Dataset entries
──────────────────────────────

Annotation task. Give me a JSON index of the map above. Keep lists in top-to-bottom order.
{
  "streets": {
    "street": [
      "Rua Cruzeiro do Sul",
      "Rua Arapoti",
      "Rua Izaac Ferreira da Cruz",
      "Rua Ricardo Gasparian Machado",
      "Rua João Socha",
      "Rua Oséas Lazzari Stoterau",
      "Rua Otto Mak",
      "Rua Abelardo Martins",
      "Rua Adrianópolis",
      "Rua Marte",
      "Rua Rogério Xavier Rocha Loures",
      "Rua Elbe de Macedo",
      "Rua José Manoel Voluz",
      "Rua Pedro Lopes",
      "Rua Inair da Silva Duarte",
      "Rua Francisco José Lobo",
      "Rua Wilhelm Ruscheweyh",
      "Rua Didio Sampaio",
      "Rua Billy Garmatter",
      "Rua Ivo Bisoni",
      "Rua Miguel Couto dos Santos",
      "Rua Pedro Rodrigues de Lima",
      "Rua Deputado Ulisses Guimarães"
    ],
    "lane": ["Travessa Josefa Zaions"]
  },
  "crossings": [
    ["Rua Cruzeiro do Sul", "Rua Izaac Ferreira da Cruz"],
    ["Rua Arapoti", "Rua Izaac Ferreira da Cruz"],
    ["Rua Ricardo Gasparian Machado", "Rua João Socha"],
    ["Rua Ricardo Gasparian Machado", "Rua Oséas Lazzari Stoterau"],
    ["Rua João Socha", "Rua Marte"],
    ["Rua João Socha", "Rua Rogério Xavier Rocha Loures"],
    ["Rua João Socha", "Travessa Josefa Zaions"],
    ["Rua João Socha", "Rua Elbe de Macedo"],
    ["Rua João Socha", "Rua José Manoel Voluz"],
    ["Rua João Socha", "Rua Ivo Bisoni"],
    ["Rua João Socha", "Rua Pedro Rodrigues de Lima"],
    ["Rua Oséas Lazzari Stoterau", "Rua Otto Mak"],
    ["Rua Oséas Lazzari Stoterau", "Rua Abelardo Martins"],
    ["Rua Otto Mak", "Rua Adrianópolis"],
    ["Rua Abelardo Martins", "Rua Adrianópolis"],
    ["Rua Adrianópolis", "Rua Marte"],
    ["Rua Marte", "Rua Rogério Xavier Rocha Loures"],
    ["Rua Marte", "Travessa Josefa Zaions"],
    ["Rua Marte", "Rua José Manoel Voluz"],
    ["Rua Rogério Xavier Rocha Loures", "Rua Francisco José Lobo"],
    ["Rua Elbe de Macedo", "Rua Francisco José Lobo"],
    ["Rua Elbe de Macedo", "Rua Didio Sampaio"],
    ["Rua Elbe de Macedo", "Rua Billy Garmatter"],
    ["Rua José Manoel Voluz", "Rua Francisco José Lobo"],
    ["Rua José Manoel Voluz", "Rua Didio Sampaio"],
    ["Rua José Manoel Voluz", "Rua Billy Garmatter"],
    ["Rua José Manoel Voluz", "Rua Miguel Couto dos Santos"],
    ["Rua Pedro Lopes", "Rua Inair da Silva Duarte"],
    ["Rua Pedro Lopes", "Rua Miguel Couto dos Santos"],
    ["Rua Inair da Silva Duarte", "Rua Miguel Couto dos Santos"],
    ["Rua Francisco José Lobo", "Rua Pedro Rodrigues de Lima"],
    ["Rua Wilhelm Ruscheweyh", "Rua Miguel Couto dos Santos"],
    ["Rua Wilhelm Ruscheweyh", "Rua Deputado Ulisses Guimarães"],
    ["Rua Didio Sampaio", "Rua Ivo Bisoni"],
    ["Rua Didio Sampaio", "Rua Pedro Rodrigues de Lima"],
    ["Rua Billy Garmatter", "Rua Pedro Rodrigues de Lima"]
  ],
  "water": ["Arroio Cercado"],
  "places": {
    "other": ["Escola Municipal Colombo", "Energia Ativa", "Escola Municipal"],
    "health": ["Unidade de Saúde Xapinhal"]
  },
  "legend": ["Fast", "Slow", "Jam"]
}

──────────────────────────────

[Your goal]: All of the records shown above should be reproduced exactly.

[Answer box]:
Annotation task. Give me a JSON index of the map above. Keep lists in top-to-bottom order.
{
  "streets": {
    "street": [
      "Rua Cruzeiro do Sul",
      "Rua Arapoti",
      "Rua Izaac Ferreira da Cruz",
      "Rua Ricardo Gasparian Machado",
      "Rua João Socha",
      "Rua Oséas Lazzari Stoterau",
      "Rua Otto Mak",
      "Rua Abelardo Martins",
      "Rua Adrianópolis",
      "Rua Marte",
      "Rua Rogério Xavier Rocha Loures",
      "Rua Elbe de Macedo",
      "Rua José Manoel Voluz",
      "Rua Pedro Lopes",
      "Rua Inair da Silva Duarte",
      "Rua Francisco José Lobo",
      "Rua Wilhelm Ruscheweyh",
      "Rua Didio Sampaio",
      "Rua Billy Garmatter",
      "Rua Ivo Bisoni",
      "Rua Miguel Couto dos Santos",
      "Rua Pedro Rodrigues de Lima",
      "Rua Deputado Ulisses Guimarães"
    ],
    "lane": ["Travessa Josefa Zaions"]
  },
  "crossings": [
    ["Rua Cruzeiro do Sul", "Rua Izaac Ferreira da Cruz"],
    ["Rua Arapoti", "Rua Izaac Ferreira da Cruz"],
    ["Rua Ricardo Gasparian Machado", "Rua João Socha"],
    ["Rua Ricardo Gasparian Machado", "Rua Oséas Lazzari Stoterau"],
    ["Rua João Socha", "Rua Marte"],
    ["Rua João Socha", "Rua Rogério Xavier Rocha Loures"],
    ["Rua João Socha", "Travessa Josefa Zaions"],
    ["Rua João Socha", "Rua Elbe de Macedo"],
    ["Rua João Socha", "Rua José Manoel Voluz"],
    ["Rua João Socha", "Rua Ivo Bisoni"],
    ["Rua João Socha", "Rua Pedro Rodrigues de Lima"],
    ["Rua Oséas Lazzari Stoterau", "Rua Otto Mak"],
    ["Rua Oséas Lazzari Stoterau", "Rua Abelardo Martins"],
    ["Rua Otto Mak", "Rua Adrianópolis"],
    ["Rua Abelardo Martins", "Rua Adrianópolis"],
    ["Rua Adrianópolis", "Rua Marte"],
    ["Rua Marte", "Rua Rogério Xavier Rocha Loures"],
    ["Rua Marte", "Travessa Josefa Zaions"],
    ["Rua Marte", "Rua José Manoel Voluz"],
    ["Rua Rogério Xavier Rocha Loures", "Rua Francisco José Lobo"],
    ["Rua Elbe de Macedo", "Rua Francisco José Lobo"],
    ["Rua Elbe de Macedo", "Rua Didio Sampaio"],
    ["Rua Elbe de Macedo", "Rua Billy Garmatter"],
    ["Rua José Manoel Voluz", "Rua Francisco José Lobo"],
    ["Rua José Manoel Voluz", "Rua Didio Sampaio"],
    ["Rua José Manoel Voluz", "Rua Billy Garmatter"],
    ["Rua José Manoel Voluz", "Rua Miguel Couto dos Santos"],
    ["Rua Pedro Lopes", "Rua Inair da Silva Duarte"],
    ["Rua Pedro Lopes", "Rua Miguel Couto dos Santos"],
    ["Rua Inair da Silva Duarte", "Rua Miguel Couto dos Santos"],
    ["Rua Francisco José Lobo", "Rua Pedro Rodrigues de Lima"],
    ["Rua Wilhelm Ruscheweyh", "Rua Miguel Couto dos Santos"],
    ["Rua Wilhelm Ruscheweyh", "Rua Deputado Ulisses Guimarães"],
    ["Rua Didio Sampaio", "Rua Ivo Bisoni"],
    ["Rua Didio Sampaio", "Rua Pedro Rodrigues de Lima"],
    ["Rua Billy Garmatter", "Rua Pedro Rodrigues de Lima"]
  ],
  "water": ["Arroio Cercado"],
  "places": {
    "other": ["Escola Municipal Colombo", "Energia Ativa", "Escola Municipal"],
    "health": ["Unidade de Saúde Xapinhal"]
  },
  "legend": ["Fast", "Slow", "Jam"]
}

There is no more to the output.